Article 02/2021

Labour Edge

Under which circumstances is conciliation by the CCMA or the relevant bargaining council an indispensable precondition to the labour court’s jurisdiction over unfair dismissal disputes?


  1. In National Union of Metalworkers of SA v lntervalve (Pty) Ltd and Others (2015) 36 ILJ 363 (CC); [2015] 2 BCLR 182 (CC), the constitutional court recently said the following:

‘[34]   Where no certificate has been issued because there was, for example, no conciliation meeting, but a period of 30 days from the date when the council received the referral has elapsed, the statute conspicuously does not provide that the expiry of the 30-day period is sufficient proof that an attempt was made to conciliate the dispute. It is, in my view, in that situation that the Labour Court may, in terms of section 157(4)(a), refuse to determine the dispute. This provision cannot assist in a case where the dispute was not even referred to conciliation. Section 157(4)(a) underlines the importance the LRA places upon the need for attempts to be made to try and resolve the dispute through conciliation before resorting to other methods of resolution.

[40]    Referral for conciliation is indispensable.  It is a precondition to the Labour Court’s jurisdiction over unfair dismissal disputes.’

  1. The above viewpoint was recently applied by Van Niekerk J in Malinga and Others v KwaZulu-Natal Provincial Department of Education and Others (2020) 31 SALLR 101 (LC).

What alternative claim(s) exist in delict to a statutory automatically unfair dismissal, a statutory constructive dismissal and a statutory unfair discrimination claim?
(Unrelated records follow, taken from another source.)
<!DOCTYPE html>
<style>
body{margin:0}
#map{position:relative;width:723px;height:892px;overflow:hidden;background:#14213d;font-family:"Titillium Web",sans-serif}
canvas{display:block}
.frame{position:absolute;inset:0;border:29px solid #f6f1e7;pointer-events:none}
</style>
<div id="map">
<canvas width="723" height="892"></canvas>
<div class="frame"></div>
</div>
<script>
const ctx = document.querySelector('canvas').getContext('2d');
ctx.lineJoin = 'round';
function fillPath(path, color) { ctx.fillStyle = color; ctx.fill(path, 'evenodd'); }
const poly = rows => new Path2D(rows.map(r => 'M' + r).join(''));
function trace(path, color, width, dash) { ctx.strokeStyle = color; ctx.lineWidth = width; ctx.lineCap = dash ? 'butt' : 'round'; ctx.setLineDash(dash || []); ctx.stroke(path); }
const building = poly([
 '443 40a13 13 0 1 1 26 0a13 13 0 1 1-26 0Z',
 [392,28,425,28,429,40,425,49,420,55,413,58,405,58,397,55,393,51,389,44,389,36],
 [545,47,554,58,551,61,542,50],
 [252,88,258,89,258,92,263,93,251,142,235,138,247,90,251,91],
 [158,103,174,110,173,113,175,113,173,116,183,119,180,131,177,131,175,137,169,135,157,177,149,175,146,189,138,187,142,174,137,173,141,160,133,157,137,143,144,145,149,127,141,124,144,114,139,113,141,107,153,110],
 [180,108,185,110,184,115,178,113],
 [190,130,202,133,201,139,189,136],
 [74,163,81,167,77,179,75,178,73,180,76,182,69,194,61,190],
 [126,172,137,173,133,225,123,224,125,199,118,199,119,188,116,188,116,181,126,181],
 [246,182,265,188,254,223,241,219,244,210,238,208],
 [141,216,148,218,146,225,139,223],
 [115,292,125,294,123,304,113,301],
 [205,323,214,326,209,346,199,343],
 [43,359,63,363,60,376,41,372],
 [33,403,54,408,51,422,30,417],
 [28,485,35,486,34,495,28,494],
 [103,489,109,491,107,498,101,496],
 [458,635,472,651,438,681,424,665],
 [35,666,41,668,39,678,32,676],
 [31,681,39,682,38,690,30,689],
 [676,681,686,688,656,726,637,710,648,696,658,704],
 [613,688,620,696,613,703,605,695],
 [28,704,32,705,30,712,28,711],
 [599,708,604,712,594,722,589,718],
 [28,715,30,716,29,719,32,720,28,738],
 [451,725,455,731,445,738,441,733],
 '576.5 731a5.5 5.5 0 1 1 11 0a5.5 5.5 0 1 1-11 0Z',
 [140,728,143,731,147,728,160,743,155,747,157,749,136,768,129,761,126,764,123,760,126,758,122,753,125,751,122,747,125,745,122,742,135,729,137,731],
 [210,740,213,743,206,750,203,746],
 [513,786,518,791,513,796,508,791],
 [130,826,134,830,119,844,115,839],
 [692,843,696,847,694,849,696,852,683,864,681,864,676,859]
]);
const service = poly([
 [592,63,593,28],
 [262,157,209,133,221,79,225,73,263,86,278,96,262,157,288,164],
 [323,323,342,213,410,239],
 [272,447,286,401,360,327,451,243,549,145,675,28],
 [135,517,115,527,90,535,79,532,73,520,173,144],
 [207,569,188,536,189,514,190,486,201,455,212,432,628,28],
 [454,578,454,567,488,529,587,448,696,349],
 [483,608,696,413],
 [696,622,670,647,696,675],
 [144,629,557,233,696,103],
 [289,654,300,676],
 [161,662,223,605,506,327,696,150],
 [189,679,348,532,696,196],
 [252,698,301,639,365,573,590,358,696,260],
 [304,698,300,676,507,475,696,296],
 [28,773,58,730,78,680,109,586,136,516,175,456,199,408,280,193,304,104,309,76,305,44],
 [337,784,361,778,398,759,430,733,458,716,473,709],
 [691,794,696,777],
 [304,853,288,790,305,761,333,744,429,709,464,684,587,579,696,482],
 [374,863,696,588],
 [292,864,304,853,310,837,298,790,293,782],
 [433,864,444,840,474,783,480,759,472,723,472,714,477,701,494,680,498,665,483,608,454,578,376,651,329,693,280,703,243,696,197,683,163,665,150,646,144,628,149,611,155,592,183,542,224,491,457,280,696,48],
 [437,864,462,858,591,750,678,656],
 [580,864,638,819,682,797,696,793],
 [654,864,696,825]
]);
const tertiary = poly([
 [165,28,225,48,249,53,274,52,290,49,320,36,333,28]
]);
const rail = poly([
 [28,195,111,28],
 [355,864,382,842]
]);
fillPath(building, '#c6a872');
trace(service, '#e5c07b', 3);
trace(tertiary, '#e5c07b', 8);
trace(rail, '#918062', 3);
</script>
The scenario is as follows: in terms of a collective agreement between an employers’ organisation and various trade unions, provision is made for the accreditation of medical schemes by the relevant bargaining council, so that employees may enjoy the benefits of selecting and joining a scheme to which their employers contribute.

The labour court is afforded jurisdiction ito s77(1), read with ss77(3), of the BCEA to hear and determine any matter concerning a contract of employment, irrespective of whether a basic condition of employment constitutes a term of contract.